Matsumura Y, Kuro T, Kobayashi Y, Konishi F, Takaoka M, Wessale J L, Opgenorth T J, Gariepy C E, Yanagisawa M
Department of Pharmacology, Osaka University of Pharmaceutical Sciences, Nasahara, Takatsuki, Osaka, Japan.
Circulation. 2000 Nov 28;102(22):2765-73. doi: 10.1161/01.cir.102.22.2765.
Endothelin (ET)-1 plays an important role in the pathogenesis of deoxycorticosterone acetate (DOCA)-salt-induced hypertension. We evaluated the pathological role of ET(B) receptors in DOCA-salt-induced hypertension, cardiovascular hypertrophy, and renal damage by using the spotting-lethal (sl) rat, which carries a naturally occurring deletion in the ET(B) receptor gene.

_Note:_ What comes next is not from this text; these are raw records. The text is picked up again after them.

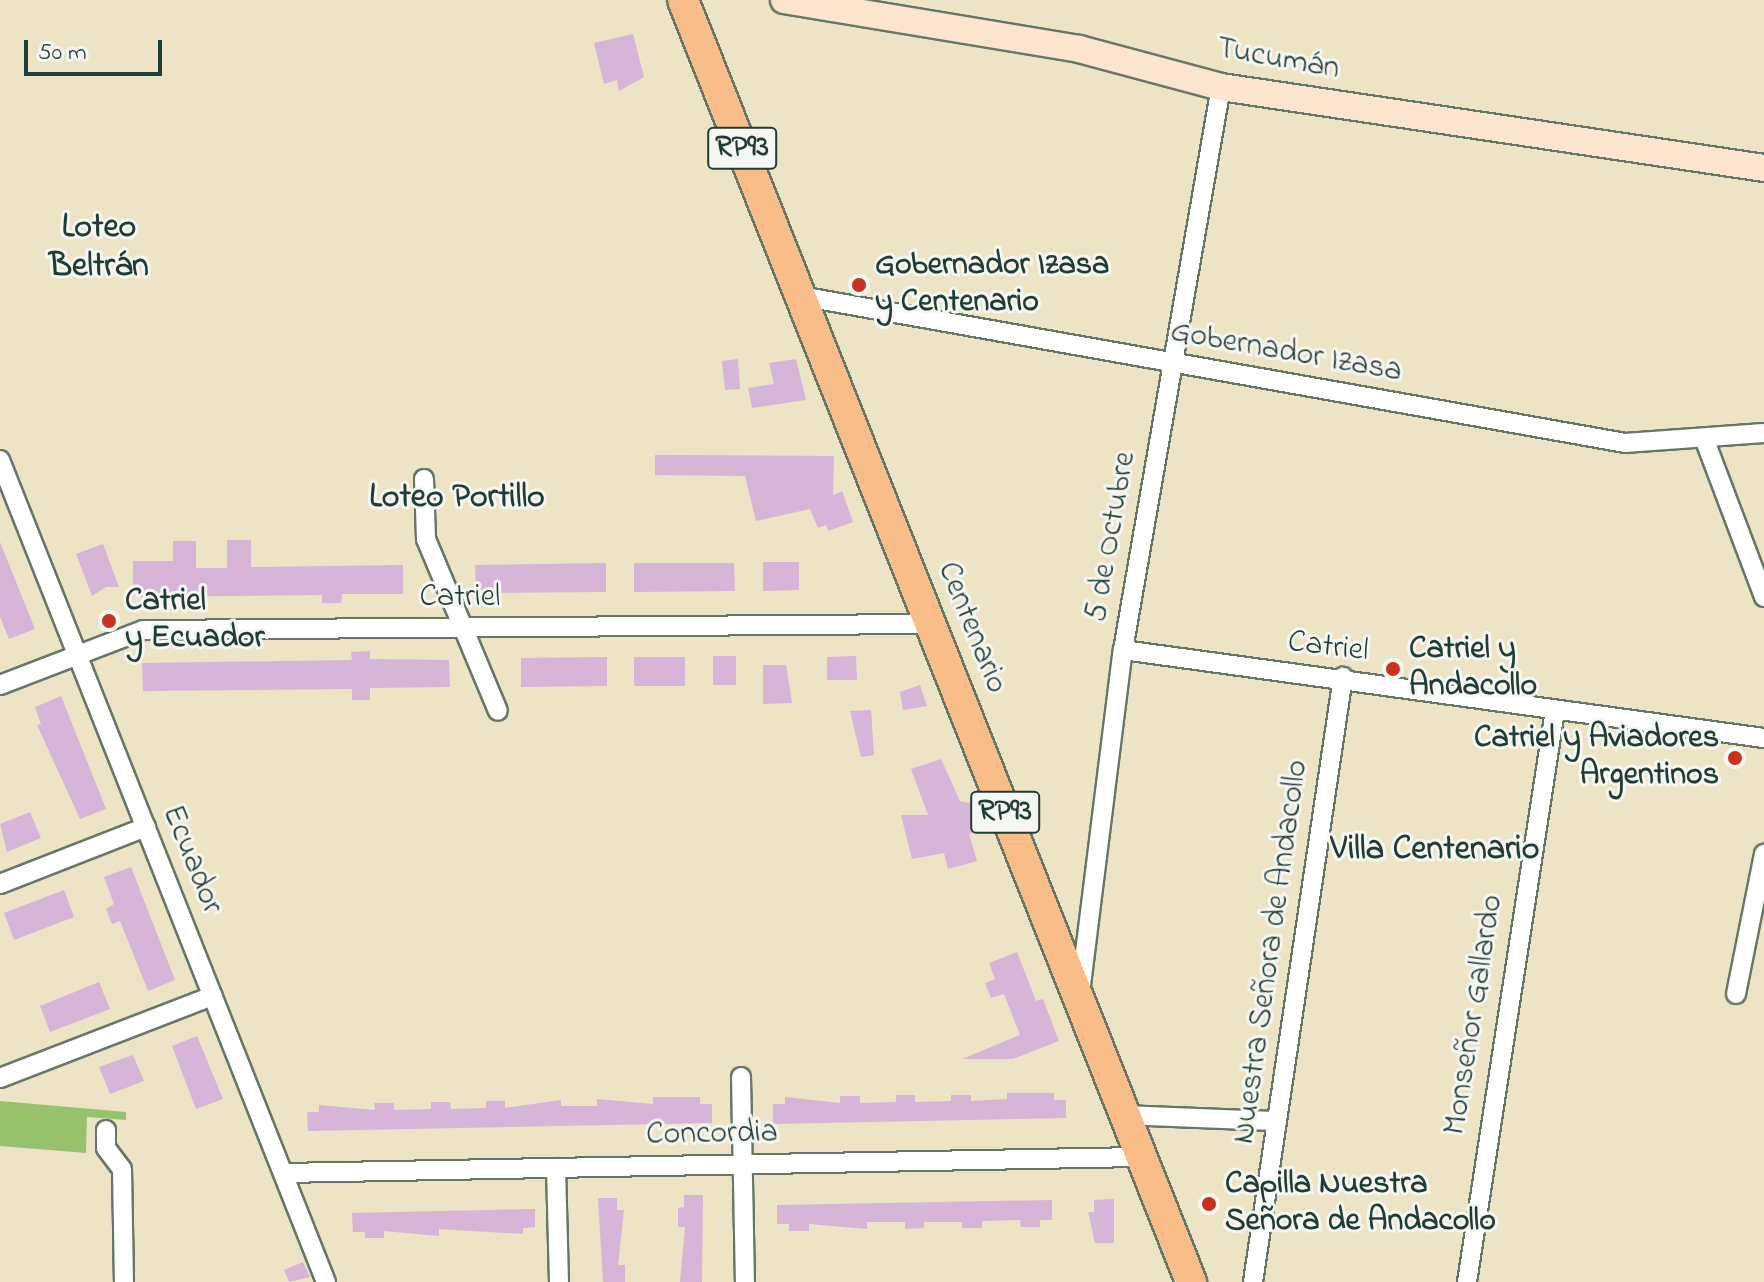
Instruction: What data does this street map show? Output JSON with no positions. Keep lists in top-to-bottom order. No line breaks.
{"streets":{"main road":["Tucumán","RP93","Centenario"],"street":["Gobernador Izasa","5 de Octubre","Catriel","Ecuador","Nuestra Señora de Andacollo","Monseñor Gallardo","Concordia"]},"crossings":[["Tucumán","5 de Octubre"],["Gobernador Izasa","5 de Octubre"],["Gobernador Izasa","Centenario"],["5 de Octubre","Catriel"],["5 de Octubre","Centenario"],["Catriel","Centenario"],["Catriel","Ecuador"],["Catriel","Nuestra Señora de Andacollo"],["Catriel","Monseñor Gallardo"],["Centenario","Concordia"],["Ecuador","Concordia"]],"districts":["Loteo Beltrán","Loteo Portillo","Villa Centenario"],"places":["Gobernador Izasa y Centenario","Catriel y Ecuador","Catriel y Andacollo","Catriel y Aviadores Argentinos","Capilla Nuestra Señora de Andacollo"],"scale_bar":"50 m"}
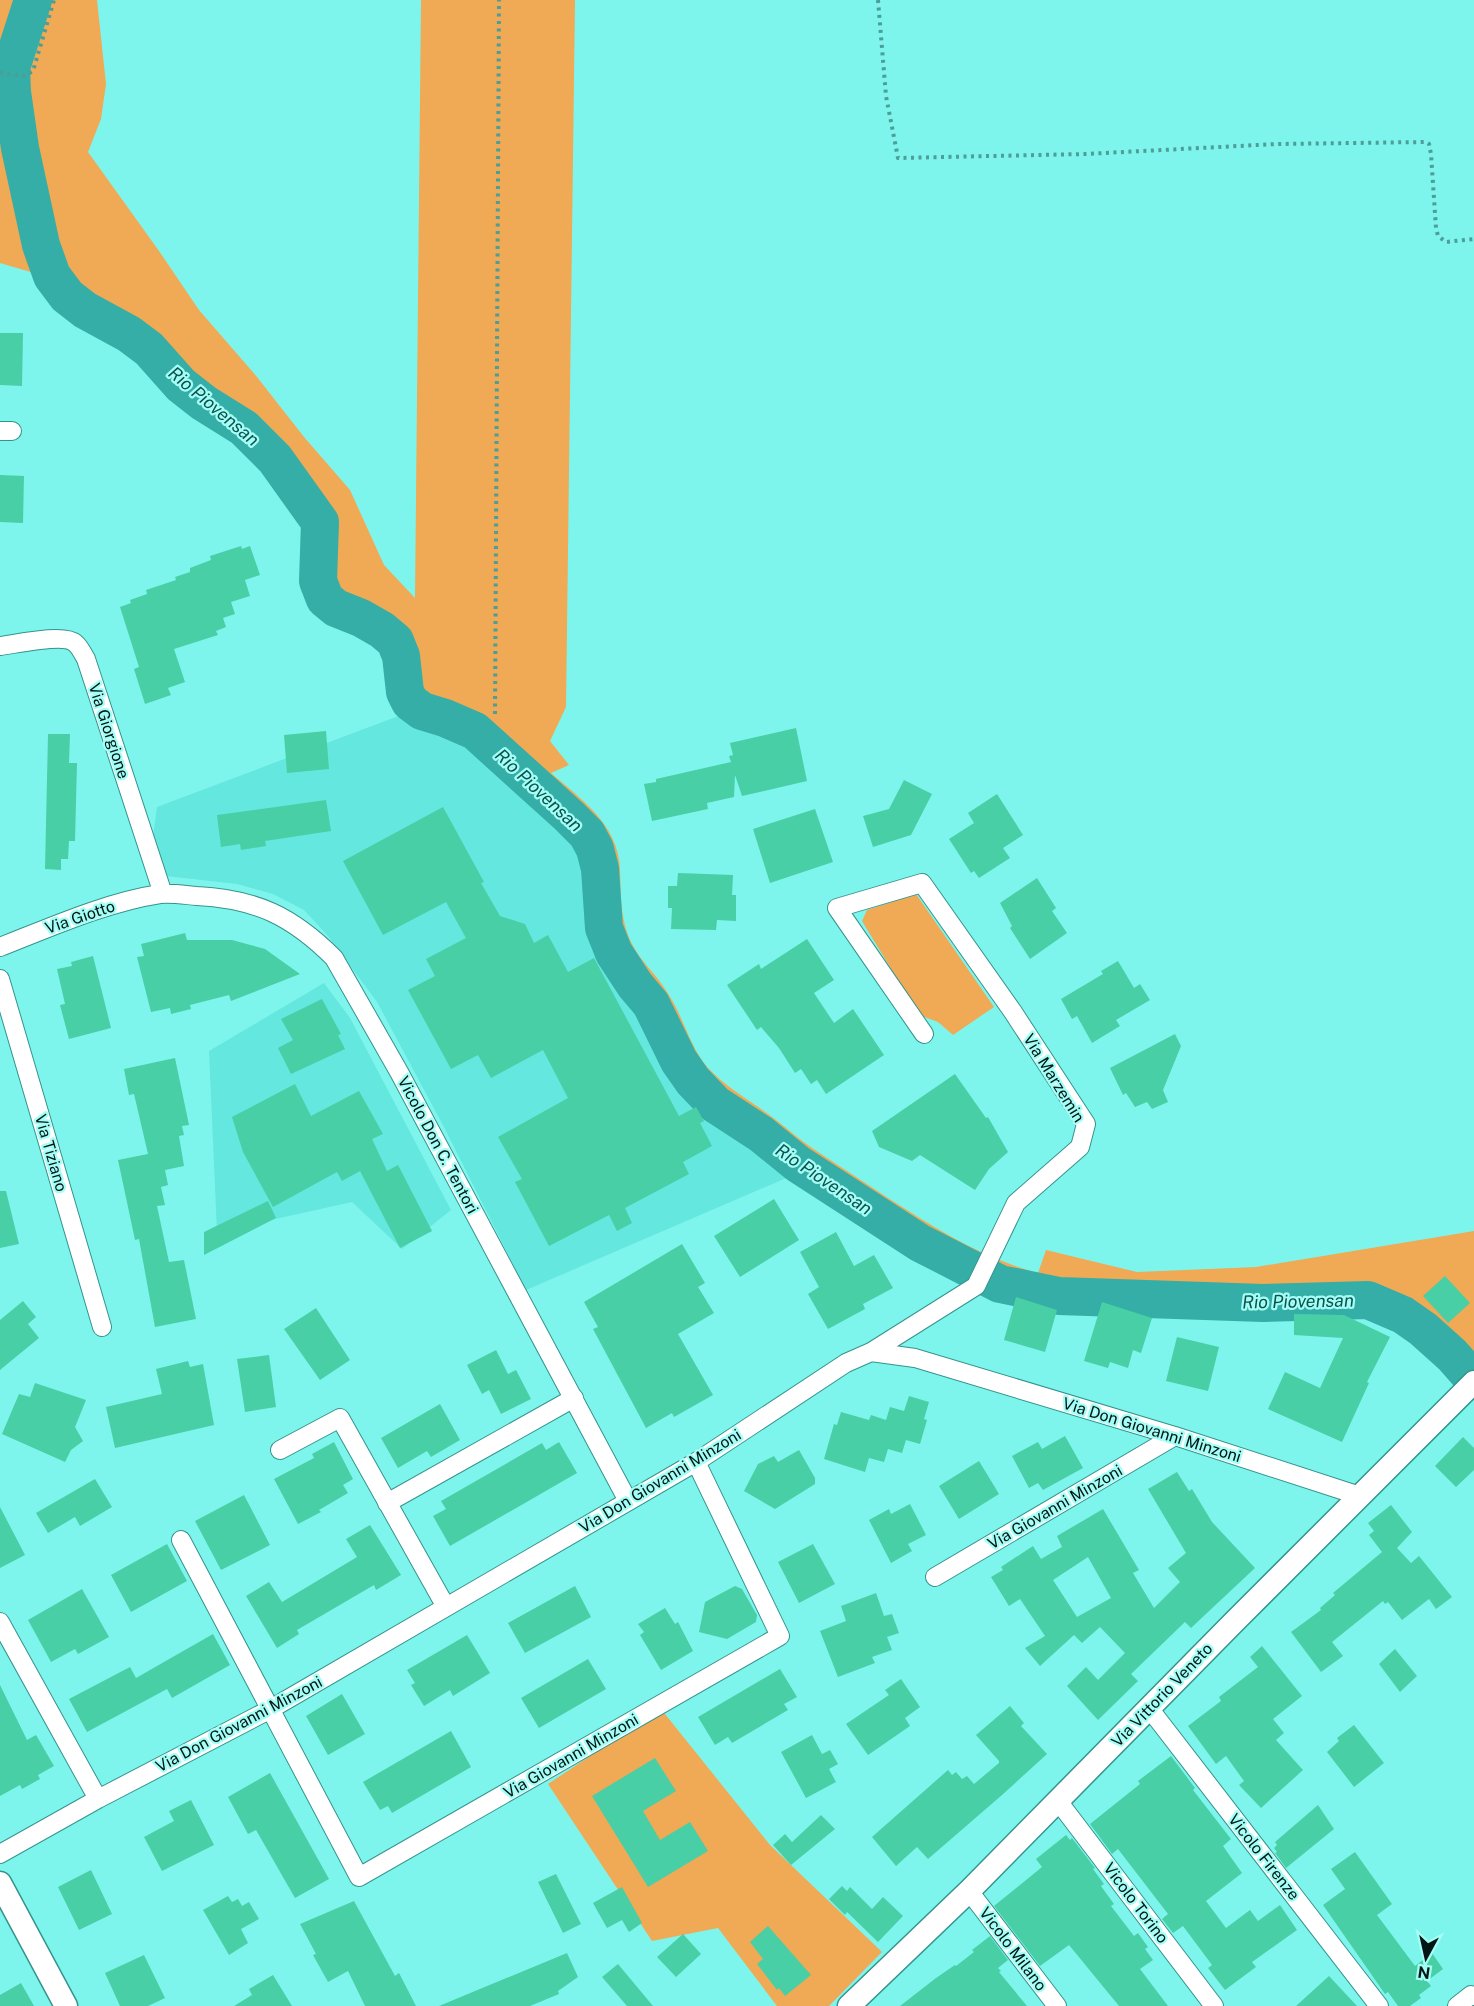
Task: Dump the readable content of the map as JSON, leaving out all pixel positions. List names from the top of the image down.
{
  "streets": {
    "street": [
      "Via Giorgione",
      "Via Giotto",
      "Via Marzemin",
      "Vicolo Don C. Tentori",
      "Via Tiziano",
      "Via Don Giovanni Minzoni",
      "Via Giovanni Minzoni",
      "Via Vittorio Veneto",
      "Vicolo Firenze",
      "Vicolo Torino",
      "Vicolo Milano"
    ]
  },
  "crossings": [
    ["Via Giorgione", "Via Giotto"],
    ["Via Giorgione", "Vicolo Don C. Tentori"],
    ["Via Giotto", "Vicolo Don C. Tentori"],
    ["Via Marzemin", "Via Don Giovanni Minzoni"],
    ["Vicolo Don C. Tentori", "Via Don Giovanni Minzoni"],
    ["Via Don Giovanni Minzoni", "Via Giovanni Minzoni"],
    ["Via Don Giovanni Minzoni", "Via Vittorio Veneto"],
    ["Via Vittorio Veneto", "Vicolo Firenze"],
    ["Via Vittorio Veneto", "Vicolo Torino"],
    ["Via Vittorio Veneto", "Vicolo Milano"]
  ],
  "water": ["Rio Piovensan"],
  "north": "bottom"
}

Homozygous (sl/sl) rats exhibit abnormal development of neural crest-derived epidermal melanocytes and the enteric nervous system, and they do not live beyond 1 month because of intestinal aganglionosis and intestinal obstruction. The dopamine ss-hydroxylase (DssH) promoter was used to direct ET(B) transgene expression in sl/sl rats to support normal enteric nervous system development. DssH-ET(B) sl/sl rats live into adulthood and are healthy, expressing ET(B) receptors in adrenal glands and other adrenergic neurons. When homozygous (sl/sl) and wild-type (+/+) rats, all of which were transgenic, were treated with DOCA-salt, homozygous rats exhibited earlier and higher increases in systolic blood pressure than did wild-type rats. Chronic treatment with ABT-627, an ET(A) receptor antagonist, completely suppressed DOCA-salt-induced hypertension in both groups. Renal dysfunction and histological damage were more severe in homozygous than in wild-type rats. Marked vascular hypertrophy was observed in homozygous rats than in wild-type rats. Renal and vascular injuries were significantly improved by ABT-627. In DOCA-salt-treated homozygous rats, there were notable increases in renal, urinary, and aortic ET-1, all of which were normalized by ABT-627.
ET(B)-mediated actions are protective in the pathogenesis of DOCA-salt-induced hypertension. Enhanced ET-1 production and ET(A)-mediated actions are responsible for the increased susceptibility to DOCA-salt hypertension and tissue injuries in ET(B) receptor-deficient rats.
内皮素(ET)-1在醋酸脱氧皮质酮(DOCA)-盐诱导的高血压发病机制中起重要作用。我们通过使用斑点致死(sl)大鼠评估ET(B)受体在DOCA-盐诱导的高血压、心血管肥大和肾损伤中的病理作用,该大鼠的ET(B)受体基因存在天然缺失。
纯合子(sl/sl)大鼠表现出神经嵴衍生的表皮黑素细胞和肠神经系统发育异常,由于肠道神经节缺失和肠梗阻,它们存活不超过1个月。多巴胺β-羟化酶(DβH)启动子用于指导sl/sl大鼠中ET(B)转基因表达,以支持正常的肠神经系统发育。DβH-ET(B)sl/sl大鼠存活至成年且健康,在肾上腺和其他肾上腺素能神经元中表达ET(B)受体。当纯合子(sl/sl)和野生型(+/+)大鼠(均为转基因大鼠)接受DOCA-盐处理时,纯合子大鼠收缩压升高比野生型大鼠更早且更高。用ET(A)受体拮抗剂ABT-627进行慢性治疗可完全抑制两组DOCA-盐诱导的高血压。纯合子大鼠的肾功能障碍和组织学损伤比野生型大鼠更严重。与野生型大鼠相比,纯合子大鼠观察到明显的血管肥大。ABT-627可显著改善肾和血管损伤。在DOCA-盐处理的纯合子大鼠中,肾、尿和主动脉ET-1显著增加,所有这些均通过ABT-627恢复正常。
ET(B)介导的作用在DOCA-盐诱导的高血压发病机制中具有保护作用。ET-1产生增加和ET(A)介导的作用导致ET(B)受体缺陷大鼠对DOCA-盐高血压和组织损伤的易感性增加。